▸ Required action
Copy every line of the entries that has the string "align" in it.
===== Information supplied
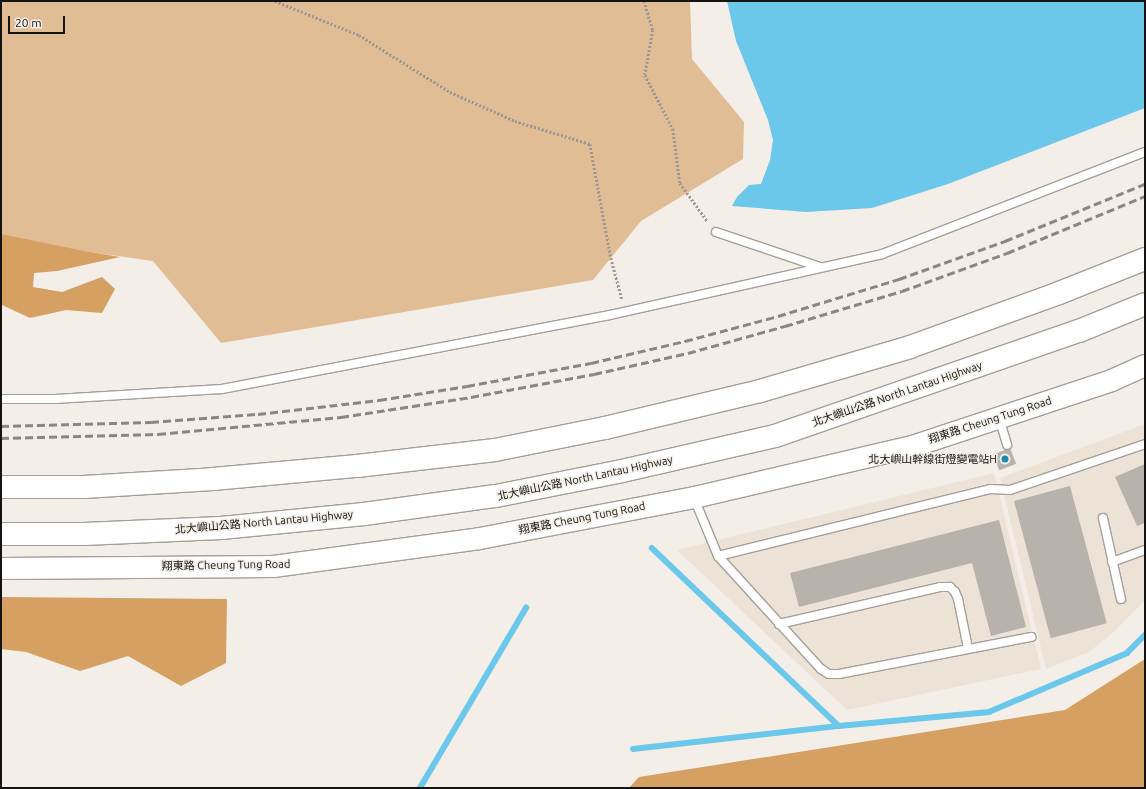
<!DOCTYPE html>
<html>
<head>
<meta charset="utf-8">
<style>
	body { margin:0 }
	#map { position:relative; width:1146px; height:789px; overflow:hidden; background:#f4eee8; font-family:Ubuntu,"Noto Sans TC",sans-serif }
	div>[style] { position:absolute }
	.built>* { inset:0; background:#ede2d6 }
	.green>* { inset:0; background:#e1bd96 }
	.forest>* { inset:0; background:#d5a062 }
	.water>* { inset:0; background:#6bc8eb }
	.stream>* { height:5.5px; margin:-2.75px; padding:0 2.75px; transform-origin:2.75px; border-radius:2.75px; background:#6bc8eb }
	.building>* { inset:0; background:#b7b2ac; transform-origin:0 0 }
	.path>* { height:2.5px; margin-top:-1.25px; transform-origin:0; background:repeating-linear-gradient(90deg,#9c9793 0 2px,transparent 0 4px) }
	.roads { filter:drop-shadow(1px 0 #a49f99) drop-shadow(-1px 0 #a49f99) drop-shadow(0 1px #a49f99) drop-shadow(0 -1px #a49f99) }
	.lane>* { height:8px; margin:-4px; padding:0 4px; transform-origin:4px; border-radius:4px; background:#fff }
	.secondary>* { height:21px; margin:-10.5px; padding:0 10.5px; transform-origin:10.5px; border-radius:10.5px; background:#fff }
	.highway>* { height:22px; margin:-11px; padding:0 11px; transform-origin:11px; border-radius:11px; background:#fff }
	.rail>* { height:3px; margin-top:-1.5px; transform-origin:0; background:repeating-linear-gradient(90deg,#8b8682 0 8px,transparent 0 12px) }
	.dots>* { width:11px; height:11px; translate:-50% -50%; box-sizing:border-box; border:2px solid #f4eee8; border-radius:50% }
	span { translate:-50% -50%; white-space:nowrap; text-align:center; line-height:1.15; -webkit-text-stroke:3px #f4eee8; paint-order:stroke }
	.street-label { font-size:11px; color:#151311 }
	.poi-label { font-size:11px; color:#151311 }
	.right { translate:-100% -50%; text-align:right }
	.frame { position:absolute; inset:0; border:2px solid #151311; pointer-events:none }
	.scale { position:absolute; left:8px; top:16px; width:57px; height:18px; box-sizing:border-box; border:2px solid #151311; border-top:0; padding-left:5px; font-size:12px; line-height:14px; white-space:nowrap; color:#151311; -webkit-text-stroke:3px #f4eee8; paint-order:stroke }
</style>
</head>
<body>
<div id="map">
	<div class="built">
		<div style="clip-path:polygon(1145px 424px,1145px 600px,1115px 631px,1089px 652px,1046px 669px,1000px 478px)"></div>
		<div style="clip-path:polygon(994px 473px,1041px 669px,847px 710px,677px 550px)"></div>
	</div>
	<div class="green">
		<div style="clip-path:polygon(1px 1px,690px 1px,692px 59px,744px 122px,743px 159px,641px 221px,593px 280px,221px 343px,153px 261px,61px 248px,1px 235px)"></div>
	</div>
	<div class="forest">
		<div style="clip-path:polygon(1px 234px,84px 251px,120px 257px,57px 271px,34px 273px,33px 287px,62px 292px,102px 277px,115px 289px,102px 313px,66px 310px,30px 318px,2px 305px,1px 306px)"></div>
		<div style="clip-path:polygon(1px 597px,227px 599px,226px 663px,181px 686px,128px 656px,80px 671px,26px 652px,1px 649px)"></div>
		<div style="clip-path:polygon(1145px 659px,1145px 788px,629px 788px,639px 777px,1065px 710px)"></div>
	</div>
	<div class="water">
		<div style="clip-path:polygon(727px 1px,1145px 1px,1145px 108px,948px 184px,872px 208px,806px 212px,732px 206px,737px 197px,749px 185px,761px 184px,770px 160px,773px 140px,768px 120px,736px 41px)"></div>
	</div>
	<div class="stream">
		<div style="left:652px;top:548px;width:258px;rotate:43.6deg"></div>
		<div style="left:633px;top:749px;width:207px;rotate:-6.4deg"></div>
		<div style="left:839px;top:726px;width:151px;rotate:-5.3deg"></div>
		<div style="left:989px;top:712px;width:150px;rotate:-23.1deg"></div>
		<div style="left:1127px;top:653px;width:25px;rotate:-45deg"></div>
		<div style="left:420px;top:788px;width:209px;rotate:-59.5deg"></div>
	</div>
	<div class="building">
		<div style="left:1010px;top:448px;width:17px;height:18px;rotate:69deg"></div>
		<div style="clip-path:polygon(1145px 464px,1145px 523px,1137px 526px,1115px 477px)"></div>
		<div style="left:1070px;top:486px;width:142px;height:58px;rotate:75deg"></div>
		<div style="clip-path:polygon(999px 520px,1026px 627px,991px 636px,972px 563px,799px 607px,790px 573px)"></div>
	</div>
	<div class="path">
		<div style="left:275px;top:1px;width:91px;rotate:22deg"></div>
		<div style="left:359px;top:35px;width:107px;rotate:32.1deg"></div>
		<div style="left:450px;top:92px;width:71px;rotate:24deg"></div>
		<div style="left:515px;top:121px;width:78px;rotate:17deg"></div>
		<div style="left:590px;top:144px;width:116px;rotate:79.6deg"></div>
		<div style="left:611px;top:258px;width:42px;rotate:75deg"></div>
		<div style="left:644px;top:1px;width:30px;rotate:73deg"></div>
		<div style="left:653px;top:30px;width:46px;rotate:100.1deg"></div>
		<div style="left:645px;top:75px;width:61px;rotate:62.6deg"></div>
		<div style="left:673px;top:129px;width:54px;rotate:82.6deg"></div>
		<div style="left:680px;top:183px;width:48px;rotate:54.3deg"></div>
	</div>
	<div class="roads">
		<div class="lane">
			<div style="left:716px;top:232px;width:110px;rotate:18.6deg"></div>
			<div style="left:1px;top:399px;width:54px"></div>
			<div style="left:55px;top:399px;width:167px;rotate:-3.4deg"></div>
			<div style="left:222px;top:389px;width:395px;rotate:-10.8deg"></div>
			<div style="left:610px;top:315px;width:279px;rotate:-12.6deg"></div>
			<div style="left:882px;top:254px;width:282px;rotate:-21.2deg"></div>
			<div style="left:999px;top:418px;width:28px;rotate:73deg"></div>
			<div style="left:694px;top:498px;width:63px;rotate:67.5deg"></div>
			<div style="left:718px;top:556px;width:153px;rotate:47.7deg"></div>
			<div style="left:821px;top:669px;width:9px;rotate:32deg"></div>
			<div style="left:829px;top:674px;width:10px"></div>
			<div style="left:839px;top:674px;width:196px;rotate:-10.9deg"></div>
			<div style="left:1103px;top:518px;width:83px;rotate:77.5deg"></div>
			<div style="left:718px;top:556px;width:281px;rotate:-13.8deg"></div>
			<div style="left:991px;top:489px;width:19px;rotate:3deg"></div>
			<div style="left:1010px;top:490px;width:143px;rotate:-18.8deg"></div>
			<div style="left:1112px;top:562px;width:35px;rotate:-20deg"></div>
			<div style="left:779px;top:624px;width:165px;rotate:-12.9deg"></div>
			<div style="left:940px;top:587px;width:10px"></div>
			<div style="left:950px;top:587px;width:7px;rotate:45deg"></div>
			<div style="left:955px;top:592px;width:8px;rotate:67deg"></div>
			<div style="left:958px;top:599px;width:50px;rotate:78.5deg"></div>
		</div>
		<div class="secondary">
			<div style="left:1px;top:568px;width:272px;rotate:-0.4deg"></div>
			<div style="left:273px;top:566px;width:208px;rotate:-7.7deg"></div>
			<div style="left:479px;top:538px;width:219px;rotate:-10.8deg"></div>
			<div style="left:694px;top:497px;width:224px;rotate:-13.2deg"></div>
			<div style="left:912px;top:446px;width:210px;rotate:-18.3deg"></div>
			<div style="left:1111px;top:380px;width:37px;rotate:-24deg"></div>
		</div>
		<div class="highway">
			<div style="left:1px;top:487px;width:83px"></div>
			<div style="left:84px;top:487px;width:129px;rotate:-3.5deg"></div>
			<div style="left:213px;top:479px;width:145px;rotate:-5.2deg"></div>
			<div style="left:357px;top:466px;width:139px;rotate:-6.6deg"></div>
			<div style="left:495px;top:450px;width:112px;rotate:-11.3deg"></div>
			<div style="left:605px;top:428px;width:159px;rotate:-13.4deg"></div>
			<div style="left:760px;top:391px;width:156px;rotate:-16.3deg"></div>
			<div style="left:910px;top:347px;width:158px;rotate:-19.9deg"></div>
			<div style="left:1059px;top:293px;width:92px;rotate:-21.6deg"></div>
			<div style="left:1px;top:534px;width:83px"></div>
			<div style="left:84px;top:534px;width:137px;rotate:-2.5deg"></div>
			<div style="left:221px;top:528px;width:144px;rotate:-5.6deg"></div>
			<div style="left:364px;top:514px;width:133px;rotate:-7.8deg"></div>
			<div style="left:496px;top:496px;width:128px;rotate:-11.2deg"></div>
			<div style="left:622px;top:471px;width:157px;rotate:-12.9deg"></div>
			<div style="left:775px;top:436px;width:322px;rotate:-19.1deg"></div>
			<div style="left:1079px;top:331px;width:71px;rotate:-22.2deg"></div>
		</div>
	</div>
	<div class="rail">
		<div style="left:1px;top:426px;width:150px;rotate:-1.5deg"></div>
		<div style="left:151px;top:422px;width:107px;rotate:-4.3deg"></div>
		<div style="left:258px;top:414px;width:122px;rotate:-6.6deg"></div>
		<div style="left:379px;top:400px;width:89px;rotate:-9deg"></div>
		<div style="left:467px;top:386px;width:126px;rotate:-10.5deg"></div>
		<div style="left:591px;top:363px;width:97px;rotate:-13.2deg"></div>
		<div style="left:685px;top:341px;width:96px;rotate:-15deg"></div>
		<div style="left:778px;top:316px;width:127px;rotate:-17deg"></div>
		<div style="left:899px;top:279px;width:113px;rotate:-19.7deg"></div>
		<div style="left:1005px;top:241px;width:151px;rotate:-22.2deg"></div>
		<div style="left:1px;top:438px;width:157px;rotate:-1.5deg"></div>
		<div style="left:158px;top:434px;width:184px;rotate:-5.3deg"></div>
		<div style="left:341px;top:417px;width:132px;rotate:-8.7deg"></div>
		<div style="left:471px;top:397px;width:125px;rotate:-10.6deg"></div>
		<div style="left:594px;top:374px;width:96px;rotate:-12.6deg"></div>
		<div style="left:688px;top:353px;width:101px;rotate:-15.6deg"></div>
		<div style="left:785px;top:326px;width:122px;rotate:-16.7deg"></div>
		<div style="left:902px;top:291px;width:112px;rotate:-19.9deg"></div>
		<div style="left:1007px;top:253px;width:149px;rotate:-22.4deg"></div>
	</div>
	<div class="dots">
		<div style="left:1005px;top:459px;background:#188db0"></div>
	</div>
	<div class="street-label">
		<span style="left:897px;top:394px;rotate:-19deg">北大嶼山公路 North Lantau Highway</span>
		<span style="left:990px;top:420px;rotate:-18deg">翔東路 Cheung Tung Road</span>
		<span style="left:585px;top:478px;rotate:-12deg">北大嶼山公路 North Lantau Highway</span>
		<span style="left:582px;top:518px;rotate:-11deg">翔東路 Cheung Tung Road</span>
		<span style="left:264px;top:522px;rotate:-5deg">北大嶼山公路 North Lantau Highway</span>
		<span style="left:226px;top:565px;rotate:-1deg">翔東路 Cheung Tung Road</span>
	</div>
	<div class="poi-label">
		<span class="right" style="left:997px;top:459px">北大嶼山幹線街燈變電站H</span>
	</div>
	<div class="frame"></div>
	<div class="scale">20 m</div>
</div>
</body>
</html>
==========
▸ Written solution
	span { translate:-50% -50%; white-space:nowrap; text-align:center; line-height:1.15; -webkit-text-stroke:3px #f4eee8; paint-order:stroke }
	.right { translate:-100% -50%; text-align:right }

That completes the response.